The
secret Bridget within us all By Cherry Potter
ONLY
SOMEONE who has flown in from the Sahara desert could be forgiven for
not knowing that the Bridget Jones sequel, The Edge of Reason, has just
been released. But
why is the whole nation so obsessed with this most unlikely romantic
comedy heroine? Bridget
Jones first appeared in The Independent in 1995, in the form of a
fictional diary of an insecure, overweight, heavy smoking,
thirtysomething singleton. According
to her author, Helen Fielding, she was "the embodiment of the
banana-skin joke". Fielding was convinced that the column would be
dropped within weeks. Instead,
two years later, when the paperback novel came out, it was a sensation,
largely due to word of mouth. Since
then the novel has sold more than 10.5 million copies in 35 countries
and the movie released in 2001 grossed $280. In other words, something about
Bridget struck a cord with contemporary women (and men sneakily reading
their partner's copies). A
glance at the history of romantic comedy shows how the most popular
heroines encapsulate something about women's own situation and their
most pressing relationship dilemmas at the time the movies were made. Take
the war-torn Forties, when women were proving their abilities by doing
men's work. The top box-office stars Rosalind Russell and Katharine
Hepburn brilliantly portrayed tough, ambitious women in a man's world.
Not only were they devastatingly sexy in their high heels and
wide-shouldered power suits but they could also give as good as they got
when it came to witty repartee. But
the message underlying these movies was loud and clear: if a woman
becomes too confident and, worst of all, successful, she will threaten
her man's masculinity and must be taken down a peg or two or risk ending
up a spinster. By
the Cold War Fifties, men were back in charge at home and in the office.
The
two stars who summed up the position of women were Doris Day, famous for
being the "girl next door", the sensible virgin who promised
to become an ideal housewife, and Marilyn Monroe, the simpering,
childlike mistress who offered men the ultimate in sensual delight with
no strings.
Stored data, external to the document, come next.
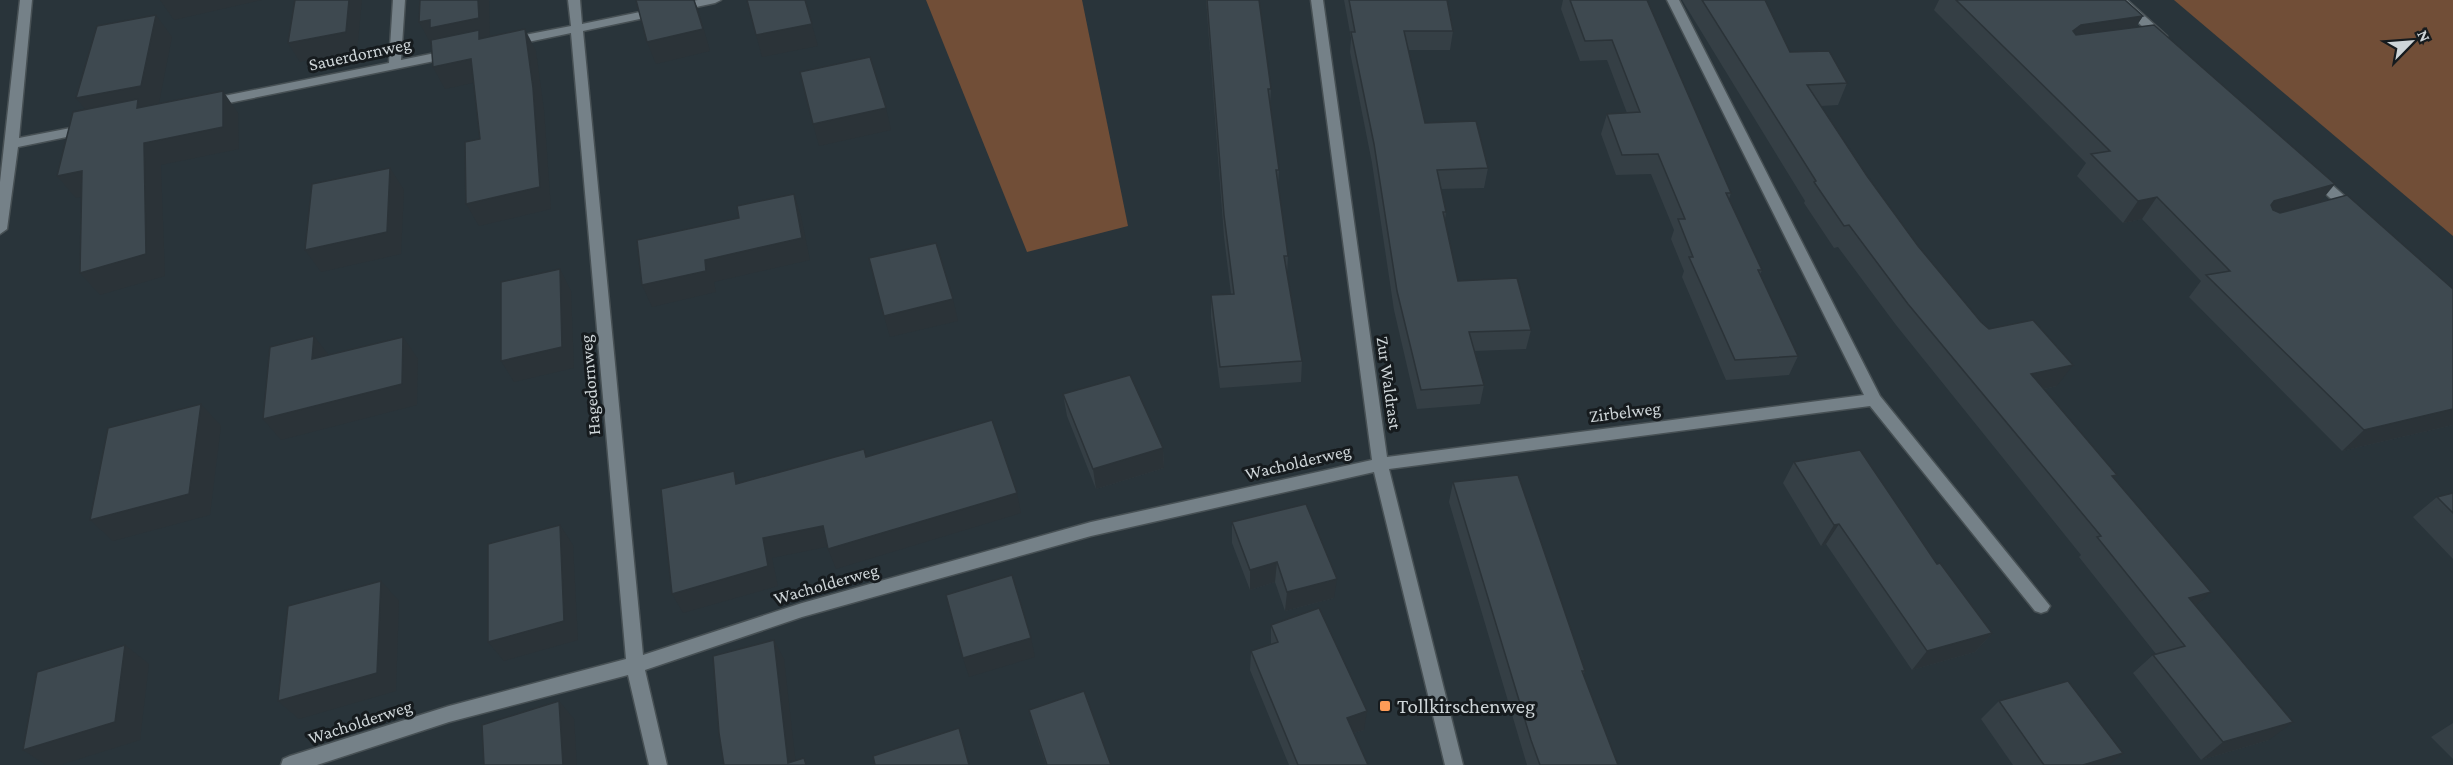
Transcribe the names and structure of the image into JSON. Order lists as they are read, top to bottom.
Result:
{
  "streets": {
    "street": [
      "Sauerdornweg",
      "Zur Waldrast",
      "Hagedornweg",
      "Zirbelweg",
      "Wacholderweg"
    ]
  },
  "crossings": [
    ["Zur Waldrast", "Zirbelweg"],
    ["Zur Waldrast", "Wacholderweg"],
    ["Hagedornweg", "Wacholderweg"],
    ["Zirbelweg", "Wacholderweg"]
  ],
  "places": {
    "transit": ["Tollkirschenweg"]
  },
  "north": "top right"
}
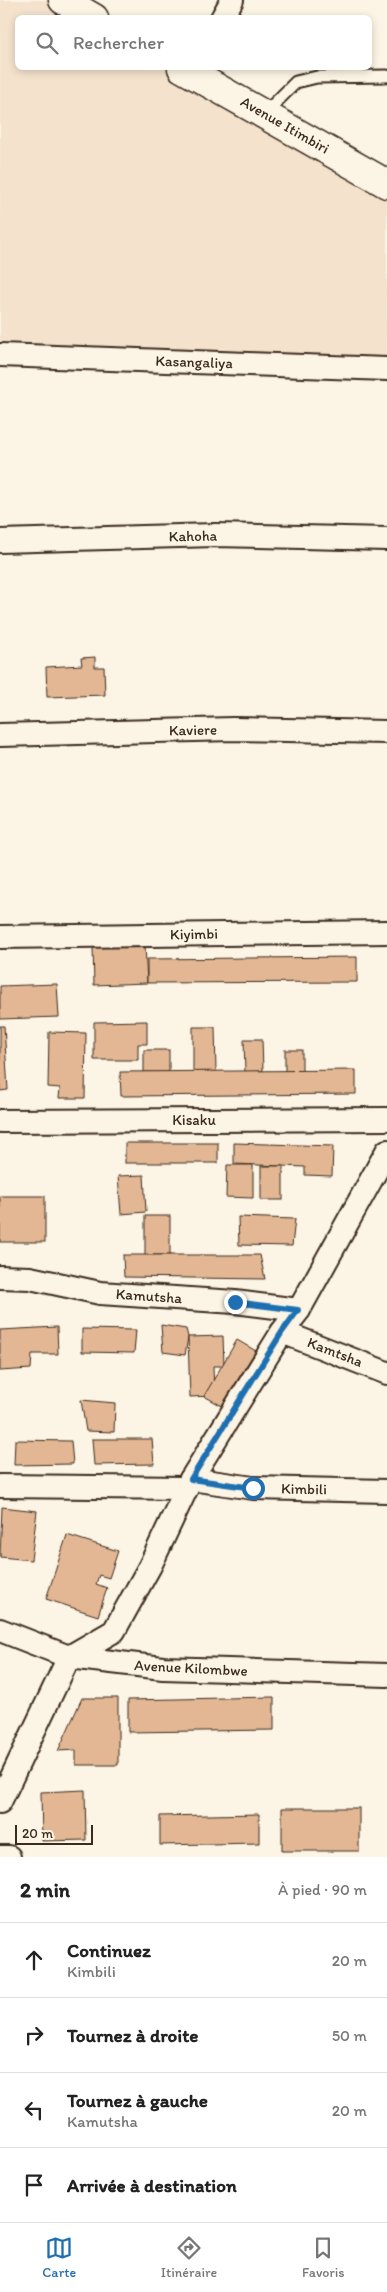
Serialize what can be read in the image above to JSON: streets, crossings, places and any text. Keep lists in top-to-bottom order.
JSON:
{
  "streets": {
    "main road": ["Avenue Itimbiri"],
    "street": [
      "Kasangaliya",
      "Kahoha",
      "Kaviere",
      "Kiyimbi",
      "Kisaku",
      "Kamutsha",
      "Kamtsha",
      "Kimbili",
      "Avenue Kilombwe"
    ]
  },
  "scale_bar": "20 m",
  "page": {
    "search": "Rechercher",
    "scale": "20 m",
    "heading": ["2 min", "À pied · 90 m"],
    "list": [
      ["Continuez", "Kimbili", "20 m"],
      ["Tournez à droite", "50 m"],
      ["Tournez à gauche", "Kamutsha", "20 m"],
      "Arrivée à destination"
    ],
    "nav": ["Carte", "Itinéraire", "Favoris"]
  }
}
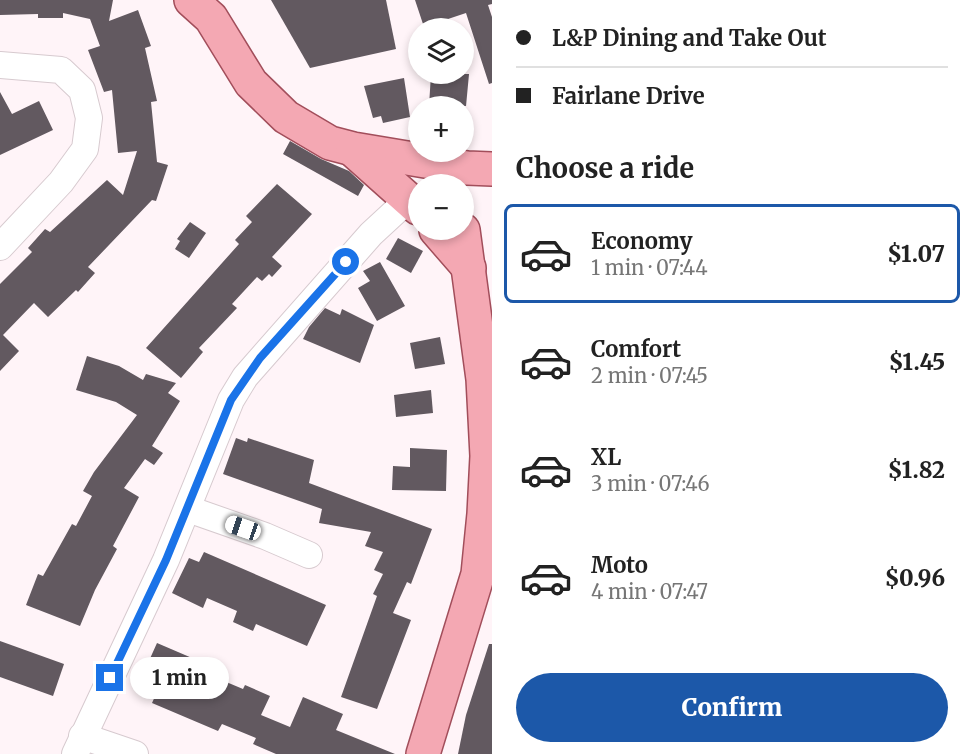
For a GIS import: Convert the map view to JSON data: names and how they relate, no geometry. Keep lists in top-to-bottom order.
{
  "page": {
    "banner": ["L&P Dining and Take Out", "Fairlane Drive"],
    "map_buttons": ["+", "−"],
    "heading": "Choose a ride",
    "list": [
      {
        "name": "Economy",
        "note": "1 min · 07:44",
        "value": "$1.07"
      },
      {
        "name": "Comfort",
        "note": "2 min · 07:45",
        "value": "$1.45"
      },
      {
        "name": "XL",
        "note": "3 min · 07:46",
        "value": "$1.82"
      },
      {
        "name": "Moto",
        "note": "4 min · 07:47",
        "value": "$0.96"
      }
    ],
    "bubble": "1 min",
    "buttons": "Confirm"
  }
}
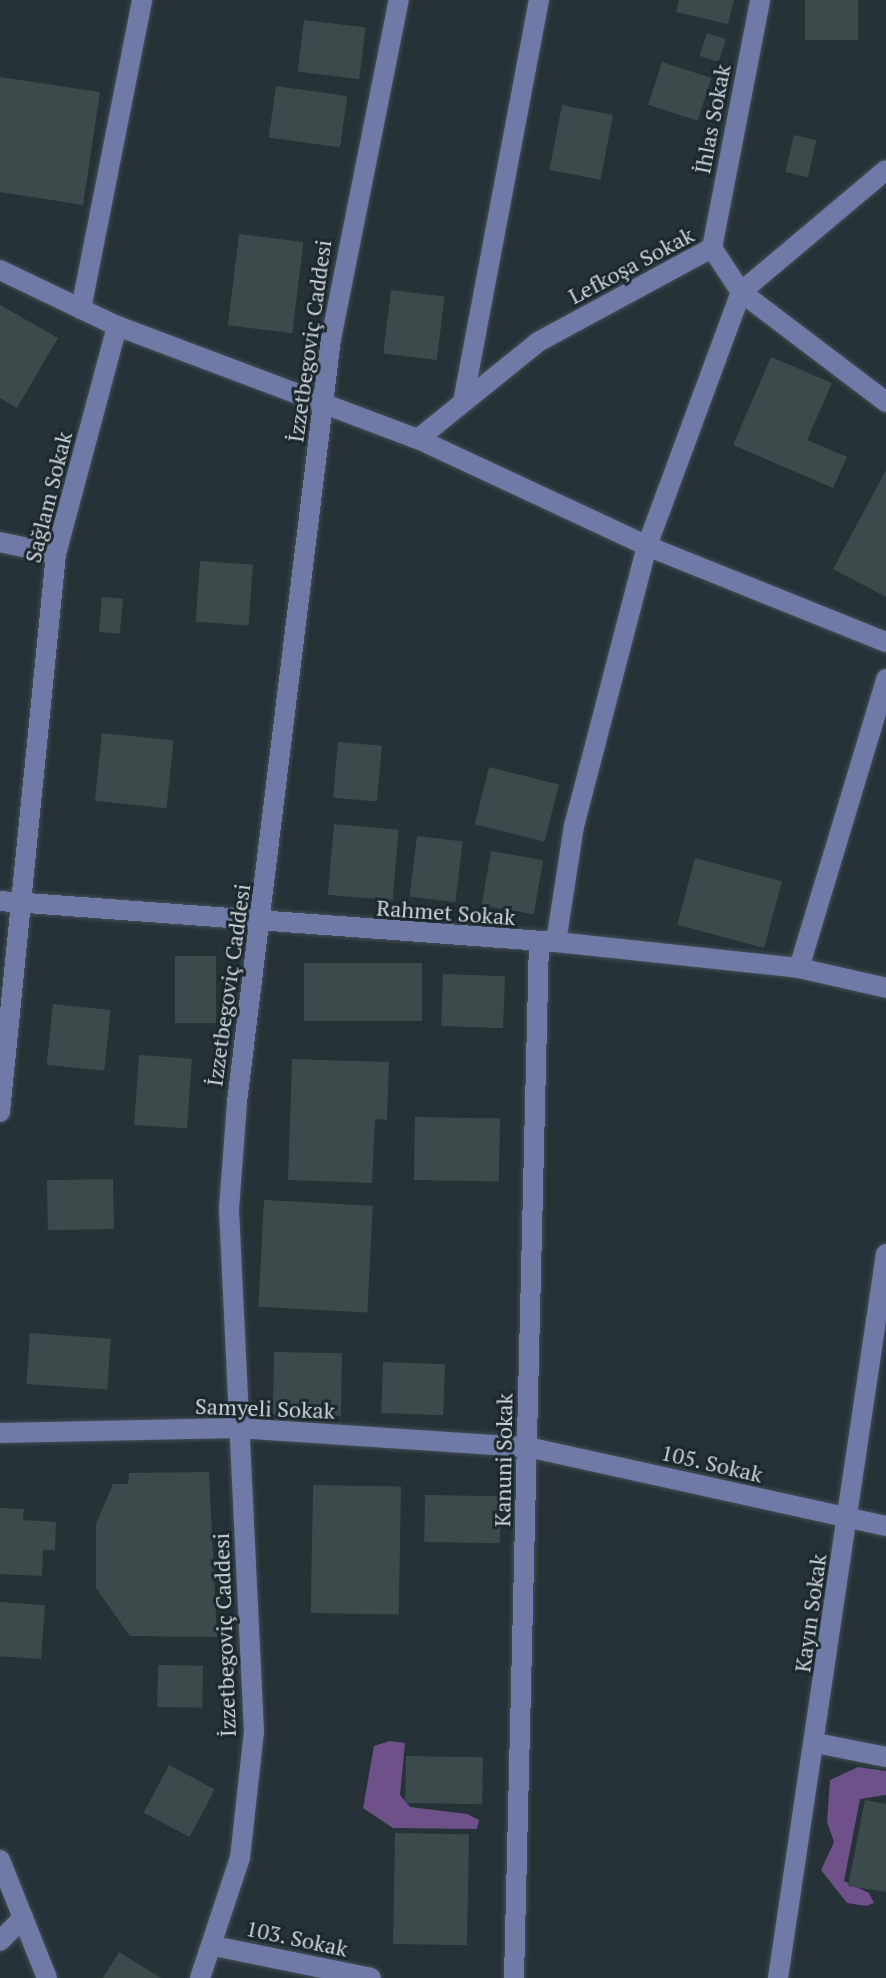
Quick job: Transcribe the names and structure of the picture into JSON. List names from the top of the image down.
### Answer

The problem for real women was
that men wanted both types, but it was impossible for women to be both.
The Sixties slogans marked a new era of hedonism and protest. But
even in the groundbreaking movie The Graduate the gorgon Mrs Robinson
and her sweet, vacillating daughter continued to see themselves through
the eyes of men. It
wasn't until the Seventies, when Diane Keaton's Annie Hall appeared,
clad in baggy trousers and floppy brown hat, with her weird mix of
assertiveness and self-doubt, that at last women had a heroine who
encapsulated how they felt about themselves. Annie Hall instantly became
a role model for a whole generation of feminist baby-boomers who were
loudly proclaiming that the solutions to women's problems were no longer
men and marriage; men and marriage were the problem. But
what goes around, comes around. By
the Eighties, Forties-style power-suited, ambitious heroines were back
in vogue. In Working Girl Sigourney Weaver played the high-flying, but
unfortunately ball-breaking, boardroom woman. And,
of course, she loses handsome Harrison Ford to her secretary Melanie
Griffith, who is equally scheming, but disguises it behind her childlike
Monroe-esque vulnerability. Meg
Ryan, the smart but vaguely kookie, suburban girl next door, was the
rom-com heroine of the Nineties. She
first touched a chord in 1989 in When Harry Met Sally, which captured
Sally's plight as a singleton worried about "the Man Shortage"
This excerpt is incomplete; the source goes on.